More than 150 protesters wounded by Tunisia police
28 November, 2012 – Al Akhbar

More than 150 people were wounded on Wednesday in a second day of clashes between Tunisian security forces and thousands of protesters in a poor southwestern town, a hospital source told AFP.

A doctor at the hospital in Siliana said more than 150 people were being treated for different types of injury, with four of them transferred to Tunis.

The emergency services in Siliana, some 120 kilometers south of Tunis, were visibly overwhelmed, as relatives of the victims gathered and vented their anger, according to an AFP reporter at the scene.

“We will burn the town!” shouted a man whose son was among those injured.

Several armored vehicles belonging to the national guard were deployed, while protesters erected barricades in the streets.

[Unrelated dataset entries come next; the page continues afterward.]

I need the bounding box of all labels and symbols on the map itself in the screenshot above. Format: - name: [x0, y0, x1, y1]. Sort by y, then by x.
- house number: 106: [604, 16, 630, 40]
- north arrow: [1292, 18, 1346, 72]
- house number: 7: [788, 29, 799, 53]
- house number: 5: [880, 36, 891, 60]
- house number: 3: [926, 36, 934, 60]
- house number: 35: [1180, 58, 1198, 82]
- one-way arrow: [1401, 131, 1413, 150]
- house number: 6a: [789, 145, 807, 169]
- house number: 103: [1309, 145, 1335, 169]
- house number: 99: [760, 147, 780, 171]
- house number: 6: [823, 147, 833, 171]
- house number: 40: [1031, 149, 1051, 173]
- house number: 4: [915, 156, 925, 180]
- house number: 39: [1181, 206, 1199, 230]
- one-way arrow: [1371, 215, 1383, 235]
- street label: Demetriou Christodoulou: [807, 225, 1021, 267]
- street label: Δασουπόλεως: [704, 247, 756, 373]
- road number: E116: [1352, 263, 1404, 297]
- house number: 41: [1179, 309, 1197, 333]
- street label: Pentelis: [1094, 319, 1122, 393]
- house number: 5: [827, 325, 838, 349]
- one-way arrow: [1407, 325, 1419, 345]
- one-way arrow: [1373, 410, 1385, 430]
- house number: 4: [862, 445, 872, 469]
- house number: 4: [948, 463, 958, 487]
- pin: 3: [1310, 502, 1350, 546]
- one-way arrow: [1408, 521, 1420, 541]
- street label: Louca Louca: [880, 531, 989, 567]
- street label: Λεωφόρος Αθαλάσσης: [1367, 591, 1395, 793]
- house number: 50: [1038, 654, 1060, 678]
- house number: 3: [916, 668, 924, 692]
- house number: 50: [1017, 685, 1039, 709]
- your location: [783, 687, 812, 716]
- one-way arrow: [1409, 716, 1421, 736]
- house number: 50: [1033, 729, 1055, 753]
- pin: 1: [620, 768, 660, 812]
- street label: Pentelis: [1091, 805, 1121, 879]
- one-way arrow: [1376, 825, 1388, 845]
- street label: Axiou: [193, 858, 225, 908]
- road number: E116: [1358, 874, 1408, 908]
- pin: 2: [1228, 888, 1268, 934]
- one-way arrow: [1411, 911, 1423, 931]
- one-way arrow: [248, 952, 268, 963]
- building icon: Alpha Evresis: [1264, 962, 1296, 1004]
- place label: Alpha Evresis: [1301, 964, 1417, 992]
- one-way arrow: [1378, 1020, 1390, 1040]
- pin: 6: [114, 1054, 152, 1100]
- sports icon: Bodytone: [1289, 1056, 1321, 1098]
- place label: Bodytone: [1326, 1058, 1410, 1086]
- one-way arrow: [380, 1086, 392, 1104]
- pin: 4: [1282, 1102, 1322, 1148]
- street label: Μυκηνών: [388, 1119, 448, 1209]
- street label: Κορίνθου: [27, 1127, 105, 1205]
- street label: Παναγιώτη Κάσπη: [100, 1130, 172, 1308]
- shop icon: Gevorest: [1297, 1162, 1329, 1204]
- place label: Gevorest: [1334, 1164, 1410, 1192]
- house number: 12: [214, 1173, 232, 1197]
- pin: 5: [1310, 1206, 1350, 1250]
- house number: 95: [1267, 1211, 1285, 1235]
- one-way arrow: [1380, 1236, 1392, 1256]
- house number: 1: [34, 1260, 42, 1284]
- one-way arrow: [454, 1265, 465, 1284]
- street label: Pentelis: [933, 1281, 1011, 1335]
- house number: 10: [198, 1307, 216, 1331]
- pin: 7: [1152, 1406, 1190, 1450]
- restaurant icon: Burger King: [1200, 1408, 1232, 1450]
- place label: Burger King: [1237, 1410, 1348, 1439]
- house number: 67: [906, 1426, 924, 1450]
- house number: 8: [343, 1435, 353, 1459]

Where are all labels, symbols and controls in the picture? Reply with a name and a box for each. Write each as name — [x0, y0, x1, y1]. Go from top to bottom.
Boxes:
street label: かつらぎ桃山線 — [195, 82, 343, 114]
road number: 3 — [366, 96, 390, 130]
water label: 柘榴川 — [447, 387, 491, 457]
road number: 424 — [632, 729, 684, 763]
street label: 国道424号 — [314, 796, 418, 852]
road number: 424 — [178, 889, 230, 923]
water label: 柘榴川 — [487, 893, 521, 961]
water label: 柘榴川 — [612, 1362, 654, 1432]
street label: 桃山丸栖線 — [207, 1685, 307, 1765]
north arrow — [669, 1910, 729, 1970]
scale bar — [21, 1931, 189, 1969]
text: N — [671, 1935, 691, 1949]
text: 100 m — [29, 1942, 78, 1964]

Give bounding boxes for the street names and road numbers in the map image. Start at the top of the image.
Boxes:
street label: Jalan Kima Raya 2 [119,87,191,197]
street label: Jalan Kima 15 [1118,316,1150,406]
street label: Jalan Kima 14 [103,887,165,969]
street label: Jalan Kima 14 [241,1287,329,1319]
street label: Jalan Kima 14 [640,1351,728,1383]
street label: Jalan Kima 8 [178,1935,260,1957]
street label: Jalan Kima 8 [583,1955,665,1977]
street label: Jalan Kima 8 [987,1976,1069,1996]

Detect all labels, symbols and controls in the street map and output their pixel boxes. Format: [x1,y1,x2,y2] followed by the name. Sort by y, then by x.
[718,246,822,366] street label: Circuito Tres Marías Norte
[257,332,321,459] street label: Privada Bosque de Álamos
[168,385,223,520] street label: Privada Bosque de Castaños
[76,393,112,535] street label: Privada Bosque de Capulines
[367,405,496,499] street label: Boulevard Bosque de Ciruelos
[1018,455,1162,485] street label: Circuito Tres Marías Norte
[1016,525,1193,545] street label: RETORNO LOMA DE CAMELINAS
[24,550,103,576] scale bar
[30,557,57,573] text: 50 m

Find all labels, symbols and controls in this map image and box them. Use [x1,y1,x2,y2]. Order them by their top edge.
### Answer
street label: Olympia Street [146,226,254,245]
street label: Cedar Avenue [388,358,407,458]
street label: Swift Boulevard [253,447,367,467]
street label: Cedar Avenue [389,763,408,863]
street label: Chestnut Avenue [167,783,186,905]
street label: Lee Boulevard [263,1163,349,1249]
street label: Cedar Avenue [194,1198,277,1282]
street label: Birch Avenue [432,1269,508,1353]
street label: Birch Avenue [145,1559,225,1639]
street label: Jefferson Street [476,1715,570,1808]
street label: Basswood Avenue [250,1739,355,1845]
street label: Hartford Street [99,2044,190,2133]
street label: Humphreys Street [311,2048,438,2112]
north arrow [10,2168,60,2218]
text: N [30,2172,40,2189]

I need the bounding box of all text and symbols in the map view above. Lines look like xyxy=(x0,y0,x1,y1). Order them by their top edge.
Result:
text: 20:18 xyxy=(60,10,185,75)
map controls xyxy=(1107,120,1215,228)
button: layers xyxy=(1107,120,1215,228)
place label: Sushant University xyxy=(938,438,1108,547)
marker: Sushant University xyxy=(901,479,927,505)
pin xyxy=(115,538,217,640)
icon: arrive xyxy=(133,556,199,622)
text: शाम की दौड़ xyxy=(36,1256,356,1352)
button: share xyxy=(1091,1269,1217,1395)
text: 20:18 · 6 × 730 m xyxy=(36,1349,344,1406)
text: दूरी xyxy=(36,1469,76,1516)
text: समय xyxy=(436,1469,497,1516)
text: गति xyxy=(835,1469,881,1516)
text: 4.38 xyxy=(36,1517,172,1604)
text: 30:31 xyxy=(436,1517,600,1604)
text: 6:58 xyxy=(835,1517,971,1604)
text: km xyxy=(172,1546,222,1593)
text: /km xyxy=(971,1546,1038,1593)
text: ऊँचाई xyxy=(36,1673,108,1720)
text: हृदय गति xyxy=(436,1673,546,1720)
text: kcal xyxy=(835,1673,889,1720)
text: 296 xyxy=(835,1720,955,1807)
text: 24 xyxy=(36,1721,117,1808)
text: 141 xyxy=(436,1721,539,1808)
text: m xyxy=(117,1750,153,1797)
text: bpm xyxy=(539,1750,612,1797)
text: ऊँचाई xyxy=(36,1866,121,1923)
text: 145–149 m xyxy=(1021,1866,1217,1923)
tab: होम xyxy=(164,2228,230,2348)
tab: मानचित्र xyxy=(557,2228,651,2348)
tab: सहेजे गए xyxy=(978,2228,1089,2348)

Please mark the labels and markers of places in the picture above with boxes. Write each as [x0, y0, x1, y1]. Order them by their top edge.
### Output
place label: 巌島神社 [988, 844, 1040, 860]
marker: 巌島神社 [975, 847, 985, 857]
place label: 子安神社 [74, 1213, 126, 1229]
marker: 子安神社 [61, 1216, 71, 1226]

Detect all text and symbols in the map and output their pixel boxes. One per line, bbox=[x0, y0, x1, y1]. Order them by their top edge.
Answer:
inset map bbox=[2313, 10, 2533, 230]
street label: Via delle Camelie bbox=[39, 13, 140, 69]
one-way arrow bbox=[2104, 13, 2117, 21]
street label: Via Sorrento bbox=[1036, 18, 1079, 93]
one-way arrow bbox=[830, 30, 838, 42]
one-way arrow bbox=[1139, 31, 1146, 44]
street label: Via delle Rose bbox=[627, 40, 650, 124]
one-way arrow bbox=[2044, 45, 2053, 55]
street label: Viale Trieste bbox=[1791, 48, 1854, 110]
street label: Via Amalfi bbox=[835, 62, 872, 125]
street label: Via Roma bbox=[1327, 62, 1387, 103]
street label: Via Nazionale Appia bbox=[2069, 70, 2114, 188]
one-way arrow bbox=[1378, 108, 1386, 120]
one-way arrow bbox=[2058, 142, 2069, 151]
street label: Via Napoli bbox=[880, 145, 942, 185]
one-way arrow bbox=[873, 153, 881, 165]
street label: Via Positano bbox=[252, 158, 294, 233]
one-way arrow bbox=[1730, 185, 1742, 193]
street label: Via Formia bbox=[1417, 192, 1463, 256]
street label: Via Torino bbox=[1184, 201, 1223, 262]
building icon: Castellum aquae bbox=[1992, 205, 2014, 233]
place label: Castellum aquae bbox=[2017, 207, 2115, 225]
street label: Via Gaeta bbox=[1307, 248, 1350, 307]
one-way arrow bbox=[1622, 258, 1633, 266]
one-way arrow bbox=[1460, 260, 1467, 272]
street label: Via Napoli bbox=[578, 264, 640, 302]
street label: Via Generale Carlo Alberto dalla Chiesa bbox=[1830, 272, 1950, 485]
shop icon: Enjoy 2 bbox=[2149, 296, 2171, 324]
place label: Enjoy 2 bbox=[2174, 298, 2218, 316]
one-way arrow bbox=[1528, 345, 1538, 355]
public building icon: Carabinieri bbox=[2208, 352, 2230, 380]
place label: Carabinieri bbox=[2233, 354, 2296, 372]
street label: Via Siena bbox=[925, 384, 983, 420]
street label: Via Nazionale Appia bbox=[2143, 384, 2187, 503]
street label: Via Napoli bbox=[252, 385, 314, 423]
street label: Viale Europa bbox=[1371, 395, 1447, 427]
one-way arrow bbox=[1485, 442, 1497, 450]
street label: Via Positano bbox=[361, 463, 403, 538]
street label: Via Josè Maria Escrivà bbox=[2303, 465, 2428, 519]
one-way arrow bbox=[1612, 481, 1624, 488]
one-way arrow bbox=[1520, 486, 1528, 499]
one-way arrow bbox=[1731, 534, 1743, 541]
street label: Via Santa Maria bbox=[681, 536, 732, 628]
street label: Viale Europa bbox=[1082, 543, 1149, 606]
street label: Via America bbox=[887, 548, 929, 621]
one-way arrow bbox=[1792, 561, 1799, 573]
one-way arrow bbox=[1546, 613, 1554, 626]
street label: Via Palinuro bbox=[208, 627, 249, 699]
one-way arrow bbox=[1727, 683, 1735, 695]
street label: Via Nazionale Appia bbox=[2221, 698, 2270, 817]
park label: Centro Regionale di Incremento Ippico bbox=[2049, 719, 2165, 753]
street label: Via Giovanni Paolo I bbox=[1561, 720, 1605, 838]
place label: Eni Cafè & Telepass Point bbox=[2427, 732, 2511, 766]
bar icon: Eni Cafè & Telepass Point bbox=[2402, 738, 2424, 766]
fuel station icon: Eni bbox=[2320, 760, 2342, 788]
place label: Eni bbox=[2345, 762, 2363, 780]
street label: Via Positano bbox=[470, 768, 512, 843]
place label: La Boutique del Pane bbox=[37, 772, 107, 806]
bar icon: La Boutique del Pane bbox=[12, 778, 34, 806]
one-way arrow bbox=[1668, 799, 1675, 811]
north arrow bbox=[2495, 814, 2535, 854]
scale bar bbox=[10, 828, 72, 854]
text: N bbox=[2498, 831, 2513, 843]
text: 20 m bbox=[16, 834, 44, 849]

By early afternoon the clashes were ongoing, between stone-throwing protesters and police, with thick clouds of tear gas visible in the town.

The interior ministry declined to comment on the unrest.

But the prime minister’s office said it was concerned about “the protests in public places in the Siliana prefecture,” in its first reaction to the unrest.

It also said it regretted “the use of violence against the security forces, aggression at the headquarters of sovereignty, and attempts to damage public property.”

Several thousand protesters had gathered at 0900 GMT in front of the prefecture in Siliana demanding the departure of the regional governor, trade union official Nejib Sebti told AFP earlier.

The security forces then began firing warning shots and tear gas, before using a “strange” type of shot to disperse the crowd, he said.

Similar clashes took place on Tuesday, with the police then using rubber bullets to scatter the protesters.

“The people of Siliana most affected by poverty will never go down on their knees,” Sebti said, warning that they were “ready to die for their rights.”

The protesters are demanding the liberation of 14 people detained during violent unrest in April 2011 and funds to boost economic development in the impoverished region, as well as the governor’s resignation.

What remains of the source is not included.